• [Your objective]:
The records should be repeated word for word, pictures excluded.

═════ Source information ═════

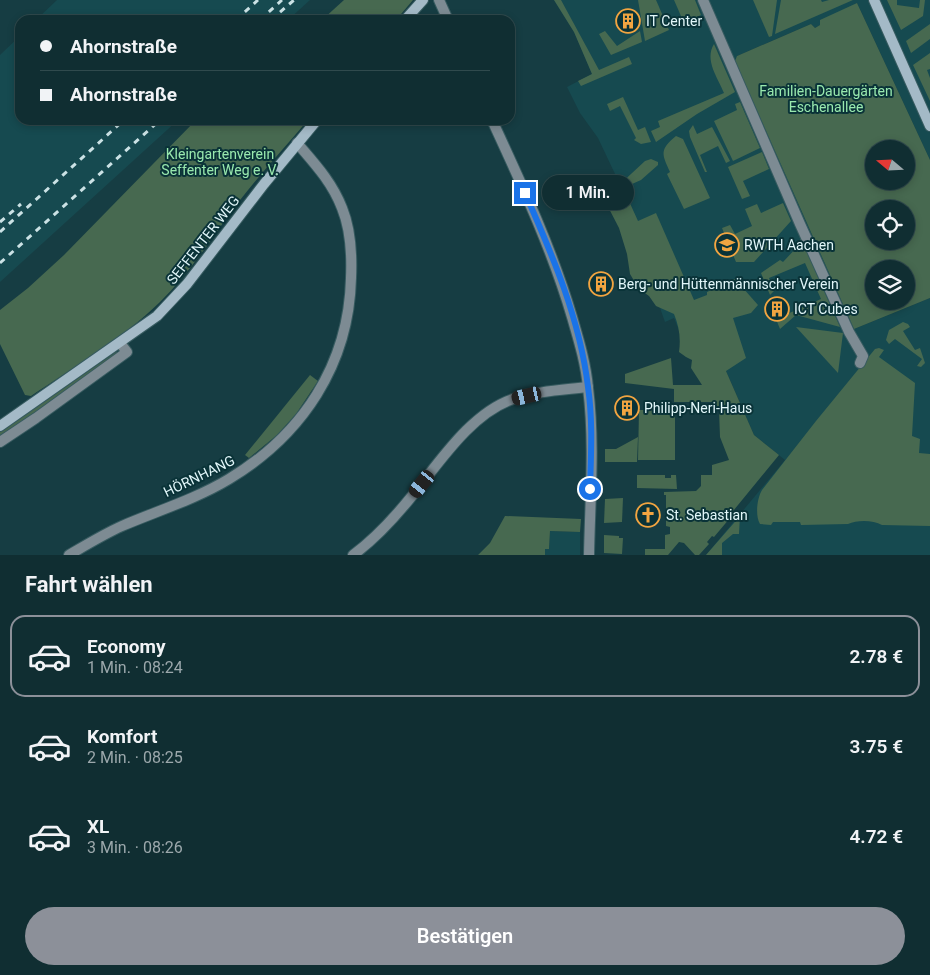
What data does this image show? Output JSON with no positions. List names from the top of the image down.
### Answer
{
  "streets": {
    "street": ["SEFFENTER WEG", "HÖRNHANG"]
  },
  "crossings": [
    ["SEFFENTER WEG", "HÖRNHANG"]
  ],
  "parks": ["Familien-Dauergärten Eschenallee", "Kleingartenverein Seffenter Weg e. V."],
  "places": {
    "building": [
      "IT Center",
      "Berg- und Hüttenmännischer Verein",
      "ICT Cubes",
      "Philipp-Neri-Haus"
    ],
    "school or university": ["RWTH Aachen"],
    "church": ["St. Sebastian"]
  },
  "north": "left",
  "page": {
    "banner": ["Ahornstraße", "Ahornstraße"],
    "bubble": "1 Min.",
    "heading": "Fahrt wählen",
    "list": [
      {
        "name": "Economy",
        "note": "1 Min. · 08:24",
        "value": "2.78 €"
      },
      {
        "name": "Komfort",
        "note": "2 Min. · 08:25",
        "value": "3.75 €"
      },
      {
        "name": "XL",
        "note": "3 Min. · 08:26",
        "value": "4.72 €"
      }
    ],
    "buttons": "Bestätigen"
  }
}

═════

• [Response area]:
What data does this image show? Output JSON with no positions. List names from the top of the image down.
### Answer
{
  "streets": {
    "street": ["SEFFENTER WEG", "HÖRNHANG"]
  },
  "crossings": [
    ["SEFFENTER WEG", "HÖRNHANG"]
  ],
  "parks": ["Familien-Dauergärten Eschenallee", "Kleingartenverein Seffenter Weg e. V."],
  "places": {
    "building": [
      "IT Center",
      "Berg- und Hüttenmännischer Verein",
      "ICT Cubes",
      "Philipp-Neri-Haus"
    ],
    "school or university": ["RWTH Aachen"],
    "church": ["St. Sebastian"]
  },
  "north": "left",
  "page": {
    "banner": ["Ahornstraße", "Ahornstraße"],
    "bubble": "1 Min.",
    "heading": "Fahrt wählen",
    "list": [
      {
        "name": "Economy",
        "note": "1 Min. · 08:24",
        "value": "2.78 €"
      },
      {
        "name": "Komfort",
        "note": "2 Min. · 08:25",
        "value": "3.75 €"
      },
      {
        "name": "XL",
        "note": "3 Min. · 08:26",
        "value": "4.72 €"
      }
    ],
    "buttons": "Bestätigen"
  }
}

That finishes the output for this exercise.